Find the word "bottom" in the listing. Copy out each line where it occurs.

### Records provided

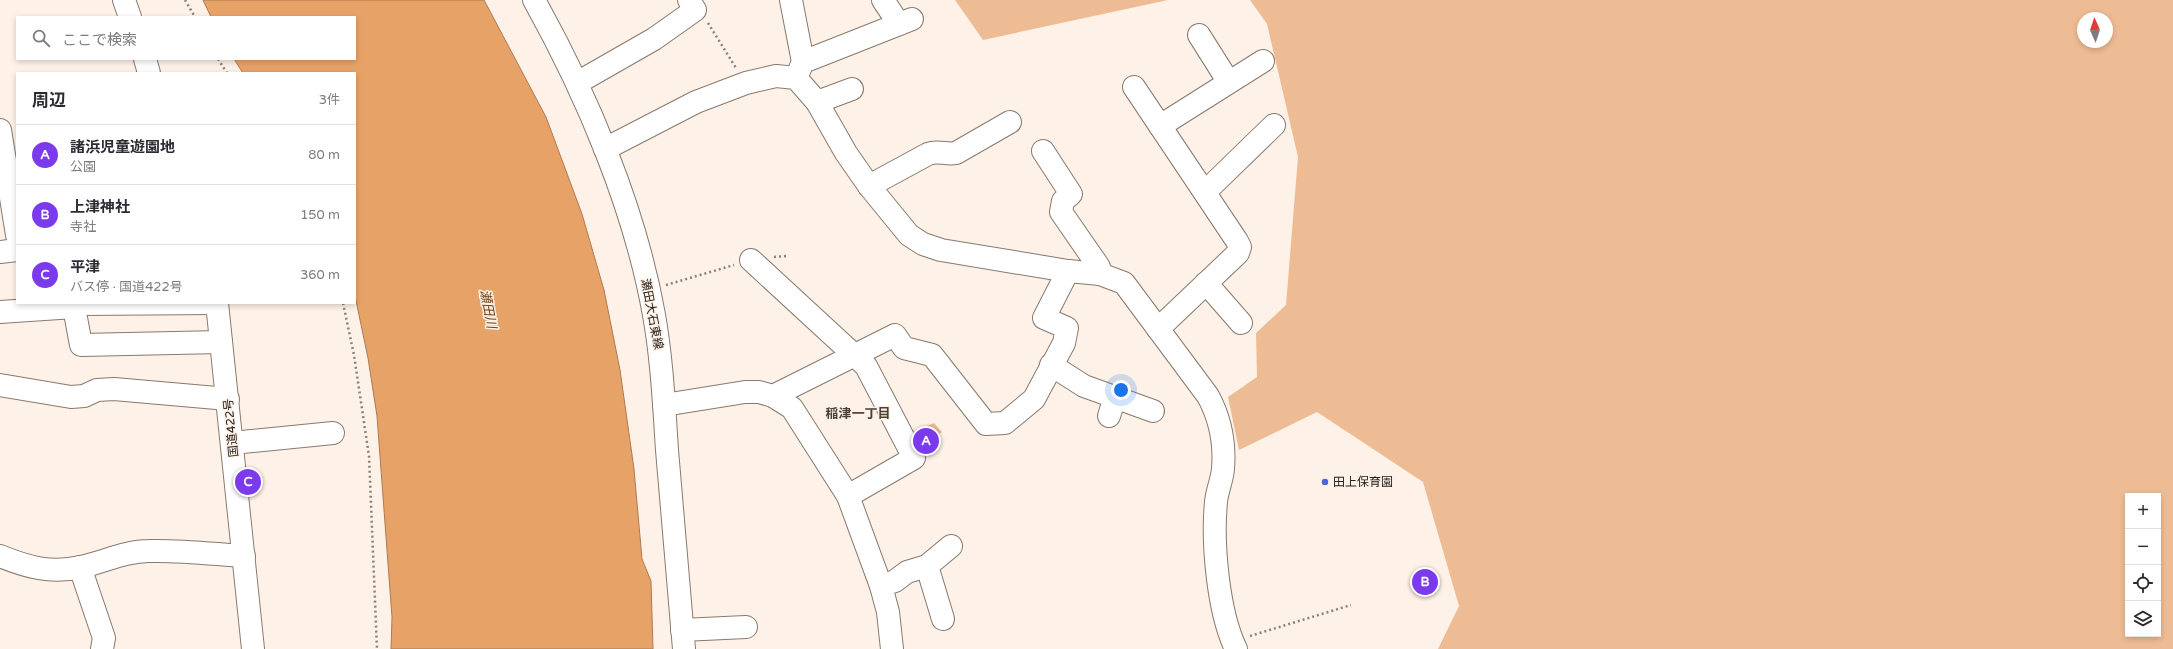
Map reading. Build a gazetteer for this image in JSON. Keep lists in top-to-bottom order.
{
  "streets": {
    "main road": ["瀬田大石東線", "国道422号"]
  },
  "districts": ["稲津一丁目"],
  "water": ["瀬田川"],
  "places": ["田上保育園"],
  "north": "top",
  "page": {
    "search": "ここで検索",
    "heading": ["周辺", "3件"],
    "list": [
      {
        "mark": "A",
        "name": "諸浜児童遊園地",
        "note": "公園",
        "value": "80 m"
      },
      {
        "mark": "B",
        "name": "上津神社",
        "note": "寺社",
        "value": "150 m"
      },
      {
        "mark": "C",
        "name": "平津",
        "note": "バス停 · 国道422号",
        "value": "360 m"
      }
    ],
    "pins": ["A", "C", "B"],
    "map_buttons": ["+", "−"]
  }
}
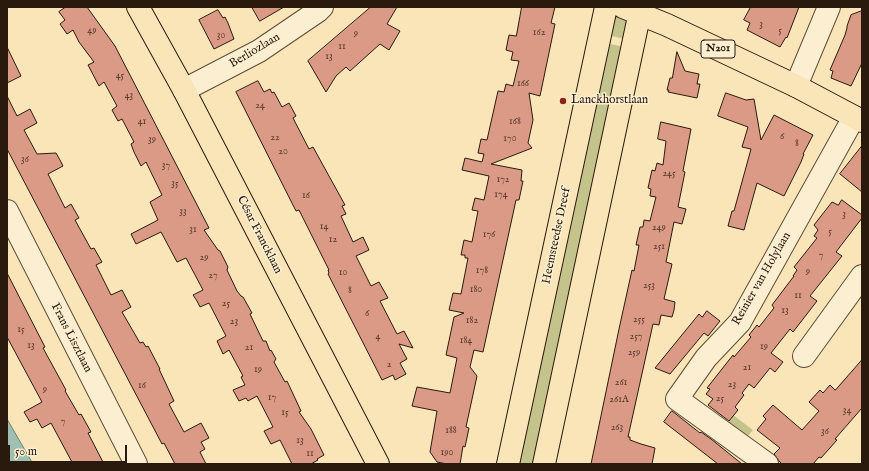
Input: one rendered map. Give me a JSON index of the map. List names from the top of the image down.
{
  "streets": {
    "main road": ["N201", "César Francklaan", "Heemsteedse Dreef"],
    "street": ["Berliozlaan", "Reinier van Holylaan", "Frans Lisztlaan"]
  },
  "crossings": [
    ["N201", "Reinier van Holylaan"],
    ["Berliozlaan", "César Francklaan"]
  ],
  "places": ["Lanckhorstlaan"],
  "house_numbers": [
    "3",
    "49",
    "5",
    "162",
    "9",
    "30",
    "11",
    "13",
    "45",
    "166",
    "43",
    "24",
    "41",
    "168",
    "6",
    "22",
    "170",
    "39",
    "8",
    "20",
    "36",
    "37",
    "245",
    "172",
    "35",
    "174",
    "16",
    "33",
    "3",
    "14",
    "249",
    "31",
    "5",
    "176",
    "12",
    "251",
    "7",
    "29",
    "178",
    "9",
    "10",
    "27",
    "253",
    "180",
    "8",
    "11",
    "25",
    "13",
    "6",
    "255",
    "182",
    "23",
    "15",
    "4",
    "257",
    "184",
    "13",
    "19",
    "21",
    "259",
    "2",
    "21",
    "19",
    "261",
    "23",
    "16",
    "9",
    "17",
    "25",
    "261A",
    "34",
    "15",
    "7",
    "263",
    "188",
    "36",
    "13",
    "190",
    "11"
  ],
  "scale_bar": "50 m"
}
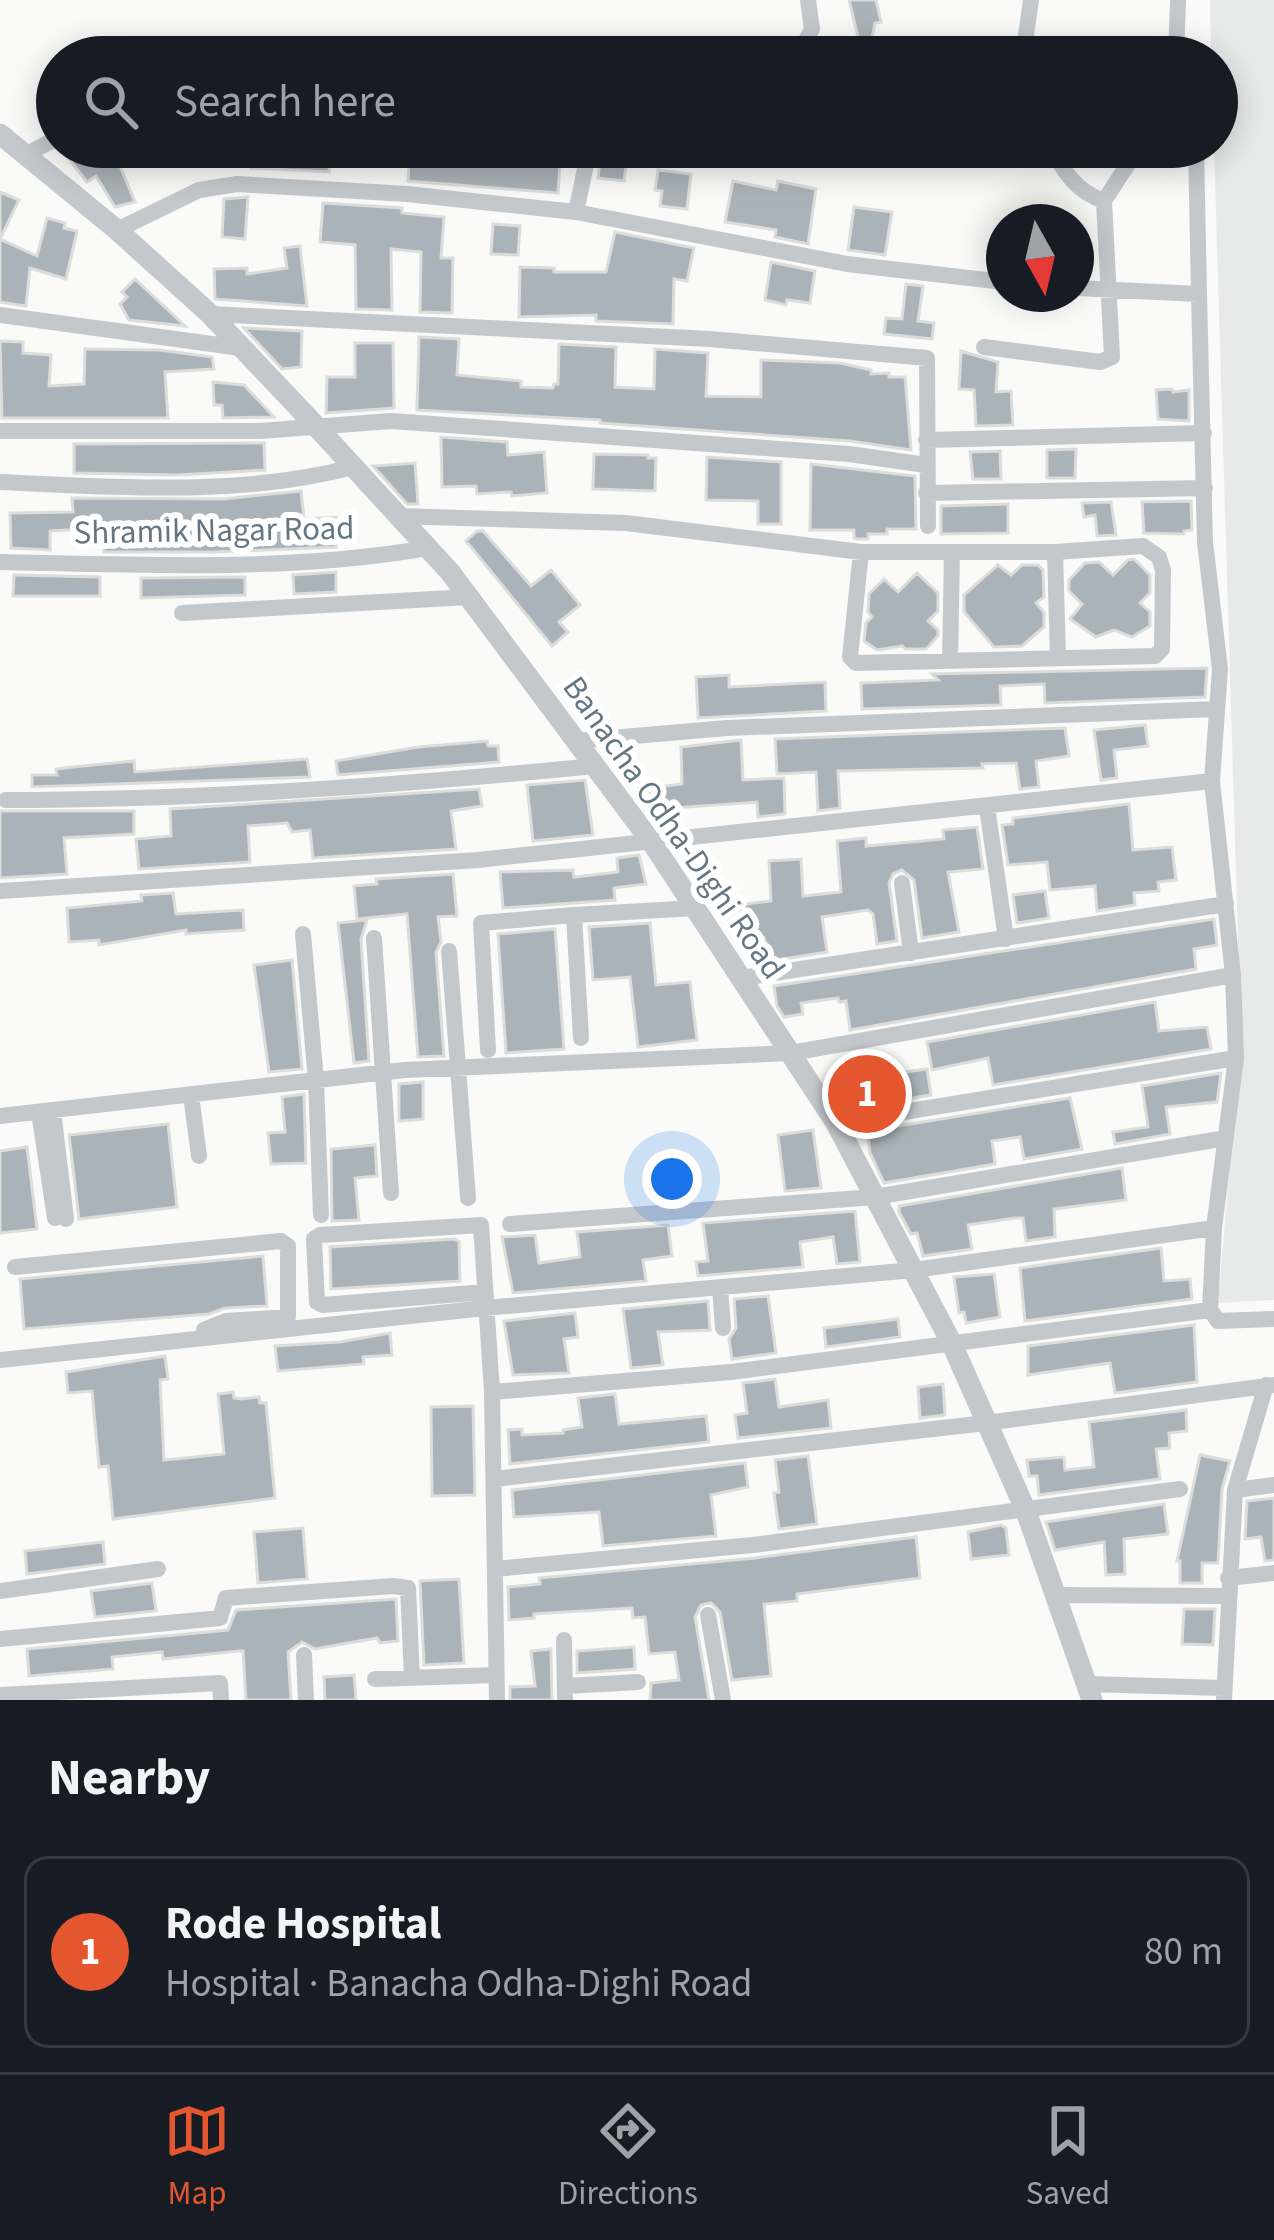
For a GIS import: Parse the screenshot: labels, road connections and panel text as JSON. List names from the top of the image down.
{
  "streets": {
    "street": ["Shramik Nagar Road", "Banacha Odha-Dighi Road"]
  },
  "crossings": [
    ["Shramik Nagar Road", "Banacha Odha-Dighi Road"]
  ],
  "north": "bottom",
  "page": {
    "search": "Search here",
    "pins": "1",
    "heading": "Nearby",
    "list": [
      {
        "mark": "1",
        "name": "Rode Hospital",
        "note": "Hospital · Banacha Odha-Dighi Road",
        "value": "80 m"
      }
    ],
    "nav": ["Map", "Directions", "Saved"]
  }
}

######

▶ _Reply_:
Map reading. Build a gazetteer for this image in JSON. Keep lists in top-to-bottom order.
  "north": "bottom",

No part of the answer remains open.